I made a quick comparison between three compilers and three BLAS and LAPACK implementations for using SDPA. The experiments were conducted on the fat nodes of the Abisko cluster of the High Performance Computing Center North, each having 48 AMD cores arranged in NUMA blocks of 6 cores, and 512 GBytes of RAM. I tested GCC 4.6.3, ICC 14.0, and PGI 14.3 compilers. The Pathscale compiler was also available, but I could not get it to compile MUMPS -- it is probably not supported. OpenBLAS was version 0.2.9, LAPACK was 3.5.0, ACML 5.3.1, and MKL 11.1. The benchmark SDP problem had nearly three thousand variables and nineteen blocks.

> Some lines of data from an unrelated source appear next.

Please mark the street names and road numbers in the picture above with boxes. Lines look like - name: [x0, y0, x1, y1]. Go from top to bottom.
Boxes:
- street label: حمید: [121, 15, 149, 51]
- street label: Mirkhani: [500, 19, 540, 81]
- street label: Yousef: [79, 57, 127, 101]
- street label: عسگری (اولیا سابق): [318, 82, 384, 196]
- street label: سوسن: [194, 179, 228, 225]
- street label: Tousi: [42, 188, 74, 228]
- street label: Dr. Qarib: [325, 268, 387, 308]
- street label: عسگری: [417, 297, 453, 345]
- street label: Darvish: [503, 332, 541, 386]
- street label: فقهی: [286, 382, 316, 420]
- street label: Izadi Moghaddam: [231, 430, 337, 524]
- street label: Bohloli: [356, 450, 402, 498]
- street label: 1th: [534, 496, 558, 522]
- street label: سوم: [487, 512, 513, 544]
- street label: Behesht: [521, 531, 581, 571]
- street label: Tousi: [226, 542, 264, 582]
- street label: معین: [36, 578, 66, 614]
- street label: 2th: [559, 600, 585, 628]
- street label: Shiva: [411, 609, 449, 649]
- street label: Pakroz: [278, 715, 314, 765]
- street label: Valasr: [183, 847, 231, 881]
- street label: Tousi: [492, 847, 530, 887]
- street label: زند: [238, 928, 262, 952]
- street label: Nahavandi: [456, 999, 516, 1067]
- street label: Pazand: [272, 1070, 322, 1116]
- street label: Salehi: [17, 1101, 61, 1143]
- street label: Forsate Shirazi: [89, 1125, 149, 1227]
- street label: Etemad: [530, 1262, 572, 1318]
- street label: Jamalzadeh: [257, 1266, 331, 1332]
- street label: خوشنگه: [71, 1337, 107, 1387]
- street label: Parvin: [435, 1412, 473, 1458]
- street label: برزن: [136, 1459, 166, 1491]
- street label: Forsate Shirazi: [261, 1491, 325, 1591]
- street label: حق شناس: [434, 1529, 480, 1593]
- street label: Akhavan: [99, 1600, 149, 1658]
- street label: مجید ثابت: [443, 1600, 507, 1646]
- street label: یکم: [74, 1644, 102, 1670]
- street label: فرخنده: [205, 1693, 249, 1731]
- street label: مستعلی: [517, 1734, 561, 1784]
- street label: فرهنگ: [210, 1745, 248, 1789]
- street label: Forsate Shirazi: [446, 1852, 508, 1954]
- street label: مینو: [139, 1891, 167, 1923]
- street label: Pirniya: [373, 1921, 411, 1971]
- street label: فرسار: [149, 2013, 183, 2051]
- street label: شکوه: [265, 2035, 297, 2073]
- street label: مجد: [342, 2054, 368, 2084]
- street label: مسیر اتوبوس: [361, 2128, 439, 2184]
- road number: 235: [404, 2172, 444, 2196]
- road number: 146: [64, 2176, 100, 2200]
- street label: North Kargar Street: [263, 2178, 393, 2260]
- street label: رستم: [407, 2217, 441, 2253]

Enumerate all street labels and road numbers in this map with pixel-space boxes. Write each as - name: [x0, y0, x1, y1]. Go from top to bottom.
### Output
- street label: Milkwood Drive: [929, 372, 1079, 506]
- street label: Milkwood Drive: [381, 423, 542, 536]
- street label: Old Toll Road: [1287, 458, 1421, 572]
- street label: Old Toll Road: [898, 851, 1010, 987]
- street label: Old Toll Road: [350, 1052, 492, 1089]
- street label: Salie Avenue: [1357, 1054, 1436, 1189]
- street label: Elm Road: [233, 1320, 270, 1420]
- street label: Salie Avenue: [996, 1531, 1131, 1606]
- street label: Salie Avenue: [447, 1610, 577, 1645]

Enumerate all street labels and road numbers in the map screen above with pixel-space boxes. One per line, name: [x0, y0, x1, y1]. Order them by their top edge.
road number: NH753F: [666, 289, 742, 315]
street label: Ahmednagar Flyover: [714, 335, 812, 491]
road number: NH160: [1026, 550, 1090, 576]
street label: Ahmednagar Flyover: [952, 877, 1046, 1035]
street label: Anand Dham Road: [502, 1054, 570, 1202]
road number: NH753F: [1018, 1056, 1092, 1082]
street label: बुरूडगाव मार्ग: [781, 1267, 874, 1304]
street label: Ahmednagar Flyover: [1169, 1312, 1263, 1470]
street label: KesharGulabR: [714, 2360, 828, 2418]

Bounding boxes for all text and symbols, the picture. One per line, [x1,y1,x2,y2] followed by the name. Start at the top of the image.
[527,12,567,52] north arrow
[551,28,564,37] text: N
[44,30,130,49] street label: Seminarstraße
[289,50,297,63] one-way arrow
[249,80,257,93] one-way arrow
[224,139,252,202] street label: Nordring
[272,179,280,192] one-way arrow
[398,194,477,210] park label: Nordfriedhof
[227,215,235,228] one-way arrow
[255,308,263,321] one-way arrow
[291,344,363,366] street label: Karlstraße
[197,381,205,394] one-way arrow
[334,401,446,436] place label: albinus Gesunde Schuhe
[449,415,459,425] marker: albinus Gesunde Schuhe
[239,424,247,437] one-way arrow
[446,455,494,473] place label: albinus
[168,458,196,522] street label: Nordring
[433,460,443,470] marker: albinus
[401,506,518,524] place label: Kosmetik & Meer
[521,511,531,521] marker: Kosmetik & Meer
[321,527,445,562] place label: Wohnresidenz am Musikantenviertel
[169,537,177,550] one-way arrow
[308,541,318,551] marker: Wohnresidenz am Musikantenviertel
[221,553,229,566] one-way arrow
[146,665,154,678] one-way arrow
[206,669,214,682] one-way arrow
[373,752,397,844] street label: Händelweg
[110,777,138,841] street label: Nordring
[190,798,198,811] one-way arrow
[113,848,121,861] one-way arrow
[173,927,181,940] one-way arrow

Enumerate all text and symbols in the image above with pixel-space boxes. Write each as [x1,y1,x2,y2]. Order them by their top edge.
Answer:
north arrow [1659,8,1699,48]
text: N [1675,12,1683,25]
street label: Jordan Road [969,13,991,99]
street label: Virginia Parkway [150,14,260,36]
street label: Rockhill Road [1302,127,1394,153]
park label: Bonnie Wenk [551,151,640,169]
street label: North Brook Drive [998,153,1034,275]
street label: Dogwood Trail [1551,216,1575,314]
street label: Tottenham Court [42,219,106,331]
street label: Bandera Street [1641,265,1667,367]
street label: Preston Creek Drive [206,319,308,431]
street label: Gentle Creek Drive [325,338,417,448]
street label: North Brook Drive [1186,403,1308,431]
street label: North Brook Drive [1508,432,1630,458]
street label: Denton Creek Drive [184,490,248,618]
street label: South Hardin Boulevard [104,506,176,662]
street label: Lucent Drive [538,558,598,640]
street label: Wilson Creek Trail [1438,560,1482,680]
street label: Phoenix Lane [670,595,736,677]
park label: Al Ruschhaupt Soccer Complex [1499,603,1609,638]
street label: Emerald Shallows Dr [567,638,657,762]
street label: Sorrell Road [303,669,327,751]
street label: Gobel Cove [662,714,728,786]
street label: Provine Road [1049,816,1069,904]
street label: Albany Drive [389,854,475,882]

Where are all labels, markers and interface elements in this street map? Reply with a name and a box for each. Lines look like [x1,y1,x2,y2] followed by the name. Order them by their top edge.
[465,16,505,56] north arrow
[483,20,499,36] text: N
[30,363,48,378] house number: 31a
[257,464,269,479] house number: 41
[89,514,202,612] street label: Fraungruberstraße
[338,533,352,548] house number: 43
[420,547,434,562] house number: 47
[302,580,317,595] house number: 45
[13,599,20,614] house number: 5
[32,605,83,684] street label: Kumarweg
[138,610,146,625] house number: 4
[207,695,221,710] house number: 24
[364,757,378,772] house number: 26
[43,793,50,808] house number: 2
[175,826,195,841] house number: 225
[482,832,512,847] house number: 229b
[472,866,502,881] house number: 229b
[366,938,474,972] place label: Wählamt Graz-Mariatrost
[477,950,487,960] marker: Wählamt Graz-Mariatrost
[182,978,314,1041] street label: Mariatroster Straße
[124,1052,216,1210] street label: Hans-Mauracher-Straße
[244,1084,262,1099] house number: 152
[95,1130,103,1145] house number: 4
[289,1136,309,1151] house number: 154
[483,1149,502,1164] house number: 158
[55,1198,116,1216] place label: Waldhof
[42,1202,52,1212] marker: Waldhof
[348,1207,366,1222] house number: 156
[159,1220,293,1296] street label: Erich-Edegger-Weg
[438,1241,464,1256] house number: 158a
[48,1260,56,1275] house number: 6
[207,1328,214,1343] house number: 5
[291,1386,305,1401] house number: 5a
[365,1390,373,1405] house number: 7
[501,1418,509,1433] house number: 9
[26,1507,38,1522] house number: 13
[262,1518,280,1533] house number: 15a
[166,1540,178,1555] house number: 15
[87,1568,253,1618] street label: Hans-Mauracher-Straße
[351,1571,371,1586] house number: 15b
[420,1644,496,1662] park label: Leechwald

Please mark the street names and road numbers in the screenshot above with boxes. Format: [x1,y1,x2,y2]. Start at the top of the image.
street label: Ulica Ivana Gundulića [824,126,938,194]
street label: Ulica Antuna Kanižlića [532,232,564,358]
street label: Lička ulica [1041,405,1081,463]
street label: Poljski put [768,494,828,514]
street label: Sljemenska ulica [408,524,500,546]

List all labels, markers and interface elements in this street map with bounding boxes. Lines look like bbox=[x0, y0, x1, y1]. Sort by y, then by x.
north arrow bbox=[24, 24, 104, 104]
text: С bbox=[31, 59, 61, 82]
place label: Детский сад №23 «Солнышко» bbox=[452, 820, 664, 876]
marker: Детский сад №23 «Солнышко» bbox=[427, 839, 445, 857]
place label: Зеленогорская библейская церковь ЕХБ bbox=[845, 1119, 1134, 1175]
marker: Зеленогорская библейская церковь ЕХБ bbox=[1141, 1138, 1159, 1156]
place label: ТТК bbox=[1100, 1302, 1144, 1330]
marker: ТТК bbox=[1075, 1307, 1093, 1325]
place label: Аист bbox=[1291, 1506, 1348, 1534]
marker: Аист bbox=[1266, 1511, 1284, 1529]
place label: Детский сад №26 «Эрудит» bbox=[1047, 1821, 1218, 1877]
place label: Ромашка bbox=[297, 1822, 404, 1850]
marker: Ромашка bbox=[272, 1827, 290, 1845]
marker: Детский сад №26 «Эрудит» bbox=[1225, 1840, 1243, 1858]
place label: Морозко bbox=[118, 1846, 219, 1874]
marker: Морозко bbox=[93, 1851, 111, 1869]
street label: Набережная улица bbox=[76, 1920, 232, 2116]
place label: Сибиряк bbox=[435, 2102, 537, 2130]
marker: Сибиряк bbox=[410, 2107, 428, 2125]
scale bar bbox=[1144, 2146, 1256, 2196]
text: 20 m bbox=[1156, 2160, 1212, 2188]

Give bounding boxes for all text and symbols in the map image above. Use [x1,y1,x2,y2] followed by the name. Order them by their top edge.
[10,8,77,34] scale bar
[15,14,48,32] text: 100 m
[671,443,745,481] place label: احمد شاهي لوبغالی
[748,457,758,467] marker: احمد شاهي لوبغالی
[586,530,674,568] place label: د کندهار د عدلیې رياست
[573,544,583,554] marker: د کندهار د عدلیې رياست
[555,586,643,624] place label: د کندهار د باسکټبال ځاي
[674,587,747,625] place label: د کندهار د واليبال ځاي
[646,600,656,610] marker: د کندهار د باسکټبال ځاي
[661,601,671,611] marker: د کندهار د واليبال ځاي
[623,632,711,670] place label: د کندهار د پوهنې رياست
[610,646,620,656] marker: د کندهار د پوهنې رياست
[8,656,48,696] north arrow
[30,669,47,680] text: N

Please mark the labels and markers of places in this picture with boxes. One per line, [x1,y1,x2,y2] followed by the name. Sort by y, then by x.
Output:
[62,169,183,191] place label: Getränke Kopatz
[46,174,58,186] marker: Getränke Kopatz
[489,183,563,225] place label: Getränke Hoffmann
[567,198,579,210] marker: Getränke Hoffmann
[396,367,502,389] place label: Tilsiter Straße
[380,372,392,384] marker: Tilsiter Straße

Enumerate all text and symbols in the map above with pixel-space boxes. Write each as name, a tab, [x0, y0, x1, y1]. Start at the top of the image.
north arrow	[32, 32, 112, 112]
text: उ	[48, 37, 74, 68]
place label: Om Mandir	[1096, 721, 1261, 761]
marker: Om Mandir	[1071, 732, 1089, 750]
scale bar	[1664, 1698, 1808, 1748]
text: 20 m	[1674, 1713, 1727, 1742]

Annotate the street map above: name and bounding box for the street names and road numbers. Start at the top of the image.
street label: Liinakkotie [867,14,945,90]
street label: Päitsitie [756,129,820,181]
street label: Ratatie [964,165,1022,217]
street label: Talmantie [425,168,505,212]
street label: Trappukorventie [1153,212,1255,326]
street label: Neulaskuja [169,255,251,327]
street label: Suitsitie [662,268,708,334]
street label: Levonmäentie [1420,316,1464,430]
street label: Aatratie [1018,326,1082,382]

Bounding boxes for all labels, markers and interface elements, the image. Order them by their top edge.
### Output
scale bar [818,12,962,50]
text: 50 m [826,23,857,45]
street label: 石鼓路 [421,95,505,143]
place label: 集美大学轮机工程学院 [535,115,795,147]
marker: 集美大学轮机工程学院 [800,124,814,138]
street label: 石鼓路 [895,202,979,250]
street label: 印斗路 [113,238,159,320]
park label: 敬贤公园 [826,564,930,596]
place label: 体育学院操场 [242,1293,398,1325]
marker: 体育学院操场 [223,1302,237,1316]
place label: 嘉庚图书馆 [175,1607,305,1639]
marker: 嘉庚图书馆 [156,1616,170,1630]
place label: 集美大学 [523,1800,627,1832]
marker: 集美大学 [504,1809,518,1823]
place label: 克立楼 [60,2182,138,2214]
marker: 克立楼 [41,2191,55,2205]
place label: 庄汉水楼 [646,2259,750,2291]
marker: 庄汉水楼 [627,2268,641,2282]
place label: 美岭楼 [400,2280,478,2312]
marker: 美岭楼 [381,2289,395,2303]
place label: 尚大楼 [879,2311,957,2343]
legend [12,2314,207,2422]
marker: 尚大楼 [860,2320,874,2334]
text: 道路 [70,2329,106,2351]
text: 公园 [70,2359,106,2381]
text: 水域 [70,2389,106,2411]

Compilation was not entirely trivial; see the detailed instructions below. The cluster used SLURM for job scheduling. I blocked an entire fat node for each experiment. The job description followed this pattern:
#!/bin/bash
#SBATCH -A <project id>
#SBATCH -N 1
#SBATCH -n 1
#SBATCH -c 48
#SBATCH --ntasks-per-node=1
#SBATCH -p bigmem
#SBATCH --exclusive
#SBATCH --time=00:01:00
module load <necessary modules>
export OMP_NUM_THREADS=48
srun sdpa benchmark.dat-s benchmark.out
Results
The comparison is not entirely fair, since I did not delve into optimizing the individual compilers. The running time results were as follows (the values are in seconds):
BLAS/ | MKL | ACML | |
LAPACK | |||
GCC | 37.21 | 23.03 | 21.42 |
ICC | 37.31 | 11.48 | 18.83 |
PGI | 251.48 | 22.03 | N/A |
The proprietary compilers are certainly more annoying, as they have unusual quirks that need to be addressed to compile SDPA. PGI's OpenMP support is particularly obnoxious, and the configure script would not run with the ACML parameters; I gave up after wasting forty-five minutes on it.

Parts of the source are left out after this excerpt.